Figure 20–5 Anteroposterior pelvic radiograph that shows a retroverted acetabulum and a crossover sign.
We perform the rim trimming with the use of a 5.5-mm motorized burr. With the labrum detached and safely out of the way, we slowly begin to remove bone from the anterosuperior margin of the rim. We continually stop and get a profile view of the acetabular rim with the arthroscope to determine the extent of our resection. This process is repeated until we have a normal acetabular profile and a healthy bed of tissue for reattaching the labrum. If the labral tear extends beyond the zone of the pincer lesion, we will also trim a small portion of the bone in that region as well to provide a good surface for our labral repair. An example of a typical rim resection is shown in Figure 20-6. It is not uncommon to encounter subchondral cysts during the rim resection; these cysts are evidence of chronic impingement and should be completely resected. If they are not addressed, it is possible to drill into them during suture anchor placement and thus achieve substandard fixation.
Labral repair
Our technique requires the use of a very-small-diameter suture anchor. Because the acetabular rim can be both shallow and narrow, larger anchor devices are not as efficacious with this application. We use the 2.3-mm PEEK BioRaptor (Smith & Nephew, Andover, MA) for our fixation. We use a specially designed trocar with very sharp wings at the distal tip that help with the proper placement of the anchor; this allows us to get as close to the acetabular rim as possible without penetrating the joint (Figure 20-7).

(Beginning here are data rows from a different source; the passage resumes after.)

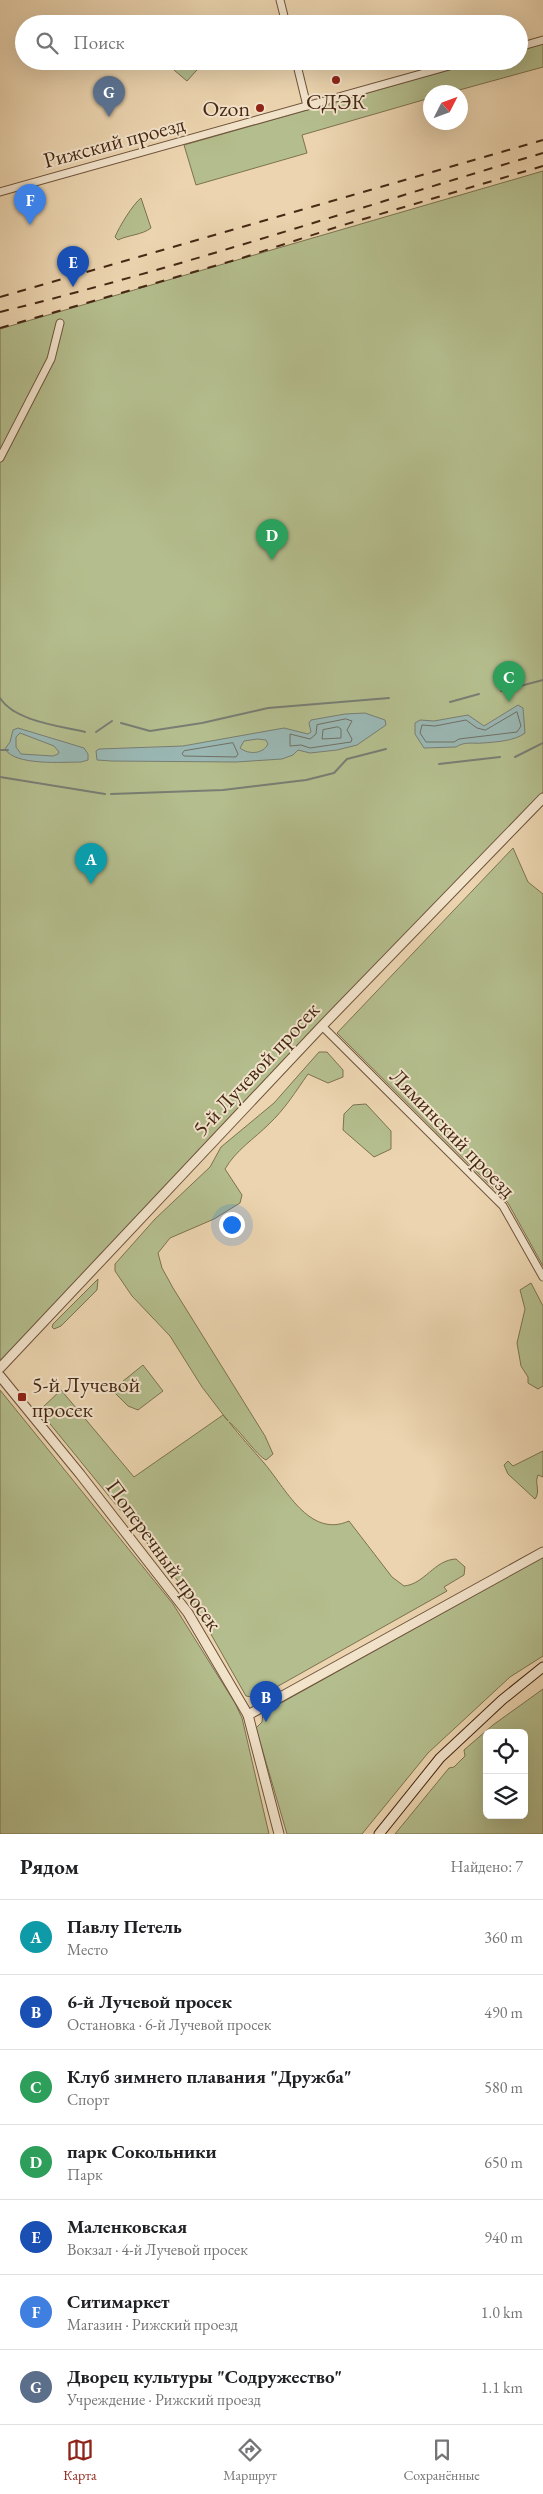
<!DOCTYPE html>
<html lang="ru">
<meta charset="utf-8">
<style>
:root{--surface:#fff;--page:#f6f6f6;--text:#202124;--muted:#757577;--line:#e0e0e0;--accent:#8f2418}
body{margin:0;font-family:"EB Garamond",serif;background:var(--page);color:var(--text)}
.controls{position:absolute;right:15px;bottom:15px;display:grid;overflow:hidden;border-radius:8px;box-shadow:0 5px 20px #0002}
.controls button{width:45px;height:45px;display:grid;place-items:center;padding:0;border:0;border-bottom:1px solid var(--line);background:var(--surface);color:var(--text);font:25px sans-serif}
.compass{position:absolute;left:423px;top:85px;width:45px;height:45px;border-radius:50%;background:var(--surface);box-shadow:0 5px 20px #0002;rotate:48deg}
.you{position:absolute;left:231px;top:1224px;width:18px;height:18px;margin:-12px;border:4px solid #fff;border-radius:50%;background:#1a73e8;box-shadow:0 0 0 8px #1a73e833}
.badge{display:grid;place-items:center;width:32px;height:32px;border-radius:50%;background:var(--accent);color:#fff;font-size:16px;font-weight:700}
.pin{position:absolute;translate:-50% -41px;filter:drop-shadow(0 1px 2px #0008)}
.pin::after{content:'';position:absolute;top:26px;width:18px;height:15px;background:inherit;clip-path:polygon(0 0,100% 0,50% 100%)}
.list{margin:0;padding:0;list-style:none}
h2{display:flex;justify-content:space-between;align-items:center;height:65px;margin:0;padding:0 20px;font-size:21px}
h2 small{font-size:16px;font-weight:400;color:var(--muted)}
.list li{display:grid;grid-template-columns:32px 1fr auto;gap:15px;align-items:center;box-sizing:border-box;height:75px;padding:0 20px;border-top:1px solid var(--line)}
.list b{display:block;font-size:19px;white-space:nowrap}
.list p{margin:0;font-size:16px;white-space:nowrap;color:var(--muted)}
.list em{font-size:16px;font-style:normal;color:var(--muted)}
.icon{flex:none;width:28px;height:28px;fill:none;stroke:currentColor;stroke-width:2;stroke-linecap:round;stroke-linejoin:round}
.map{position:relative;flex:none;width:543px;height:1834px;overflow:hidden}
.search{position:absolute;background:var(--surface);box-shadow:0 5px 20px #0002;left:15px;right:15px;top:15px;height:55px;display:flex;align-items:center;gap:12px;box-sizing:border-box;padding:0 18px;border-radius:28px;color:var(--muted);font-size:19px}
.sheet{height:590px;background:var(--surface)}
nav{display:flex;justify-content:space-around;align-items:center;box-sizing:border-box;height:70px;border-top:1px solid var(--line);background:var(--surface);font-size:14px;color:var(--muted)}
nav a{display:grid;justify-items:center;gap:2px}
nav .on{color:var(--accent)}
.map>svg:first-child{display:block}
</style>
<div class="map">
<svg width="543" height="1834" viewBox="0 0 543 1834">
<rect width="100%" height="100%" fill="#ebd4af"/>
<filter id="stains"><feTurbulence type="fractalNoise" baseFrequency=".004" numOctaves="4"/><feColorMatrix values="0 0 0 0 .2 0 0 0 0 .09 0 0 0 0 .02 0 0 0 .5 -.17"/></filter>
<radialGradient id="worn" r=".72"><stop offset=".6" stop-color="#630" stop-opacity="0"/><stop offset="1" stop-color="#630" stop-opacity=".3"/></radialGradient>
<g fill="#b4bd8d" stroke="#7d7250" fill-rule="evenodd">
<polygon points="543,43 543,67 452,92 430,92 430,98 302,135 307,153 196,185 184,145 480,61 519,61 519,50"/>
<polygon points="181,61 205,61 187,81 174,70"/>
<polygon points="543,171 543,792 0,1363 0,329"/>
<path d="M141 198 151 228C142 235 128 235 118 240L115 237C119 227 133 204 141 198Z"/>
<polygon points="513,848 528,882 543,894 543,1266 508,1203 337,1033"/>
<path d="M319 1052H327L343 1070V1077L328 1083 308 1074C296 1091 285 1109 269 1124 254 1139 236 1150 225 1169L242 1195 240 1203 214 1219 170 1238 158 1253 162 1268 173 1288 265 1436 273 1454 266 1460C257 1456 239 1429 229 1422 240 1436 252 1449 264 1463 285 1487 309 1539 349 1521L392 1577 404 1586C425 1584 434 1560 456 1559L465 1567 464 1575 444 1587 447 1591 257 1698 246 1696 187 1592 42 1414V1408L61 1390 134 1477 223 1415 228 1421 202 1387 170 1336 132 1296 115 1271V1264L155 1219 210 1167 221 1147 274 1103Z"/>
<polygon points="366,1104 391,1131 391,1149 374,1157 343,1130 344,1114 353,1105"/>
<polygon points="98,1279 97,1290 61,1326 54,1329 52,1327 53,1324"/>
<polygon points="531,1283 543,1306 543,1386 538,1389 528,1383 528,1377 521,1366 517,1343 525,1309 520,1290"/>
<polygon points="143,1365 163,1391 138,1410 128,1406 112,1390"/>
<polygon points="0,1390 173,1604 235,1703 242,1718 269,1834 0,1834"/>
<path d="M543 1451V1477L538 1475C534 1483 541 1491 535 1499L508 1474 504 1465 508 1461 513 1466Z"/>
<polygon points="543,1557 543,1656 510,1677 428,1753 362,1834 287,1834 256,1728 262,1722 263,1713"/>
<path d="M543 1689V1834H395L449 1768 454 1767 465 1756 464 1750 493 1725ZM487 1733H524V1815H487Z"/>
</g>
<g fill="#9ab7b3" stroke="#787e73" fill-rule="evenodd">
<path d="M518 705 523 708 525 733C515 741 495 742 483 743 473 744 465 741 456 747L424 748 415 734V723L420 720 434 721 468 715 484 726Z"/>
<path d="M365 713 385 720 386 725 357 745 337 750 310 753 298 750 293 755 282 759 236 762 111 761 97 760 96 751 99 749 183 746 284 728 308 734 311 732 309 723 311 720 345 714ZM257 739 266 740 268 744C263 754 249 755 240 748L244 741Z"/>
<path d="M18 728 84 748 88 754V760L81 762C63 762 15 766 5 749L10 742 13 730ZM20 733 54 746 59 752 58 754 53 756 21 754 16 747V737Z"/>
</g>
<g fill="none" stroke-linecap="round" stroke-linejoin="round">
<g stroke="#707064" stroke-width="1">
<polygon points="517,712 521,726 517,732 459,739 454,742 426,742 420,733 422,725 435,726 466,720 477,728 485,730"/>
<polygon points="346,719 352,721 347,730 352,739 351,742 310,748 301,745 290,746 290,734 310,739 316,734 317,725"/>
<polygon points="338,727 341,729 341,738 322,739 323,730"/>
<polygon points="233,743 238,754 236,757 184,756 182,754 184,751"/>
</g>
<g stroke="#787e73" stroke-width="2">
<polyline points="501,691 543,680"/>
<path d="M0 698C14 721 60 726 85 732"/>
<polyline points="450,702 479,694"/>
<polyline points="121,723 150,731 202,723 268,708 389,698"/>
<polyline points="96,732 112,721"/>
<polyline points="0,750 8,750"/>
<polyline points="515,757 543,743"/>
<polyline points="439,764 500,757"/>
<polyline points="0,777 105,794"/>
<polyline points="111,794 223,790 306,780 334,773 347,759 386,749"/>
</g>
<defs>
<g id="minor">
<polyline points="280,0 286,24"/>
<polyline points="519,47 543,40"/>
<polyline points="296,61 307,106"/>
<polyline points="0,192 467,61"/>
<polyline points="0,458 51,359 60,323"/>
<polyline points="322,1026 503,1206 543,1277"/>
</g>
<g id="tertiary">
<polyline points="0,1368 322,1026 543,798"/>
<polyline points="0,1376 80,1474 188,1613 248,1715 279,1834"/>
<polyline points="248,1715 543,1552"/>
</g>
<polyline id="secondary" points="379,1834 440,1758 502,1700 543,1667"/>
</defs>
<use href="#minor" stroke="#6f533b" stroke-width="9"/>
<use href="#tertiary" stroke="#6f533b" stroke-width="11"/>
<use href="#secondary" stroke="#462814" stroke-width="11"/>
<use href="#minor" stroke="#f2e3cb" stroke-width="7"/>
<use href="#tertiary" stroke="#f2e3cb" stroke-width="9"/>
<use href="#secondary" stroke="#f2e3cb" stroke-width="9"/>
<g stroke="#462814" stroke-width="2" stroke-dasharray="9 9" stroke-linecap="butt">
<polyline points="0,297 543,140"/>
<path d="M0 312C183 267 362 206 543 153"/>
<polyline points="0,328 242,258 340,226 543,166"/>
</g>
</g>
<g fill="#8f2418" stroke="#f2e3cb" stroke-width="2">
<circle cx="336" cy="80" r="5"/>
<circle cx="260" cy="108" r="5"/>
<rect x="17" y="1392" width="10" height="10" rx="2.5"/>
</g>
<g text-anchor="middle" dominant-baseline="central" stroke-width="4" stroke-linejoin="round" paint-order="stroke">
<g font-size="22" fill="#462814" stroke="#f2e3cb">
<text x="336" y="101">СДЭК</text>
<text x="250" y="108" text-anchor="end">Ozon</text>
<text x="32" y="1384" text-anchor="start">5-й Лучевой<tspan x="32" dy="25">просек</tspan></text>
</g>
<g font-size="22" fill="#462814" stroke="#f2e3cb">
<text transform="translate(114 142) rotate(-15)">Рижский проезд</text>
<text transform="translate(256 1069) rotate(-47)">5-й Лучевой просек</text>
<text transform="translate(453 1133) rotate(46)">Ляминский проезд</text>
<text transform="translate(164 1555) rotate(54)">Поперечный просек</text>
</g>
</g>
<rect width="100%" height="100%" filter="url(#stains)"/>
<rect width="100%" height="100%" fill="url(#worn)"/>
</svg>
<div class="controls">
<button><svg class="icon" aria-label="locate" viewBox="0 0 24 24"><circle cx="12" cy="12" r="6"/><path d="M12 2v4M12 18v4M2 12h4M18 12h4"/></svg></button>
<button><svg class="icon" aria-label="layers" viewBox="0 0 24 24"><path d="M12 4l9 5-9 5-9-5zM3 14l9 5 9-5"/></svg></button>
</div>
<svg class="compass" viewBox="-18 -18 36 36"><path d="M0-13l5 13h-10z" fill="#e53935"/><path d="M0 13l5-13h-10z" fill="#757577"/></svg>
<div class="you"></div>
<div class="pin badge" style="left:91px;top:884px;background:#0f9aa8">A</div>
<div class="pin badge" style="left:266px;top:1722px;background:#1a4fb4">B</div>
<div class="pin badge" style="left:509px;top:702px;background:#2e9e5b">C</div>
<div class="pin badge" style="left:272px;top:560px;background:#2e9e5b">D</div>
<div class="pin badge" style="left:73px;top:287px;background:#1a4fb4">E</div>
<div class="pin badge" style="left:30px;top:225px;background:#3f7fe0">F</div>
<div class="pin badge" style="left:109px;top:117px;background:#5c6f8a">G</div>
<div class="search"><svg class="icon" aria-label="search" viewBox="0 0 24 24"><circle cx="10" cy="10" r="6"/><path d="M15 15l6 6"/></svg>Поиск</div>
</div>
<section class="sheet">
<h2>Рядом<small>Найдено: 7</small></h2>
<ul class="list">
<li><span class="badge" style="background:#0f9aa8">A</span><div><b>Павлу Петель</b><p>Место</p></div><em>360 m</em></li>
<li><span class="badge" style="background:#1a4fb4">B</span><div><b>6-й Лучевой просек</b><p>Остановка · 6-й Лучевой просек</p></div><em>490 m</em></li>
<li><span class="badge" style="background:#2e9e5b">C</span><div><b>Клуб зимнего плавания &quot;Дружба&quot;</b><p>Спорт</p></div><em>580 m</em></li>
<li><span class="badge" style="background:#2e9e5b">D</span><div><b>парк Сокольники</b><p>Парк</p></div><em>650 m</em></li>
<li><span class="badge" style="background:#1a4fb4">E</span><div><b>Маленковская</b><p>Вокзал · 4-й Лучевой просек</p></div><em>940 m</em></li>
<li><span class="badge" style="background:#3f7fe0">F</span><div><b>Ситимаркет</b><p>Магазин · Рижский проезд</p></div><em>1.0 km</em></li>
<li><span class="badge" style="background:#5c6f8a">G</span><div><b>Дворец культуры &quot;Содружество&quot;</b><p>Учреждение · Рижский проезд</p></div><em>1.1 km</em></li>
</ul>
</section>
<nav>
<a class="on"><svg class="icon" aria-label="map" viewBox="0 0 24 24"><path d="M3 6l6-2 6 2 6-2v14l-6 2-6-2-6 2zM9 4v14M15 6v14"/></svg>Карта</a>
<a><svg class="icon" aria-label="directions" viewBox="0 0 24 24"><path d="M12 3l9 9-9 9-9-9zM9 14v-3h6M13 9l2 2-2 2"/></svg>Маршрут</a>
<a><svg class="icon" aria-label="saved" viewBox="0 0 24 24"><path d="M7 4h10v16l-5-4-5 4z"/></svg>Сохранённые</a>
</nav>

Depending on the size of the tear, we will typically use two to three anchors to adequately fix the labrum down to the rim. We usually start at the most anterior aspect of the tear and work posteriorly. The anchor placement is the only time during the procedure that we will use a plastic cannula. A 10-mm cannula is placed through the mid-anterior portal, and the trocar is subsequently passed and placed in an optimal position on the rim. After the drilling and seating of the anchor, we test its integrity by pulling on the free limbs of the suture. We use an arthroscopic suture passer to pass the suture closest to the rim around the intra-articular portion of the labrum and to retrieve both limbs through the cannula. It is possible to tie the labrum with too much force and to strangulate the tissue; it is also possible to have the suture too loose and to have it become a secondary source of impingement during the procedure. An example of the appearance of an appropriately tensioned knot is shown in Figure 20-8. A standard arthroscopic suture cutter is placed as close to the knot as possible to reduce the potential size of any foreign material within the hip joint. We will repeat these steps with subsequent anchors until the labrum is well fixed.
After we have completed the labral repair, we test its integrity and its ability to seal the hip joint. By releasing the traction and moving the arthroscope into the peripheral compartment, we can evaluate the labral repair. From the peripheral compartment, it is possible to see the entire labrum and its interaction with the femoral head and neck as it moves through a full range of motion (see Figure 20-8). We also perform a dynamic examination by testing the hip joint in full flexion and abduction to ensure that the labrum does not demonstrate excessive motion and that there is no evidence of impingement present.
Technical Pearls
Outcomes
There are few reports that discuss the long-term outcomes of hip arthroscopy for labral dysfunction and associated femoroacetabular impingement (Table 20-1). We have recently reported about the outcomes of 45 professional athletes after arthroscopic intervention for femoroacetabular impingement and labral pathology. We used return to sport as an indicator for function, because these 45 professional athletes were unable to participate at the professional level before intervention. After arthroscopy, 93% of these patients returned to full competitive professional competition, and 78% remained active at the professional level an average of 1.6 years later.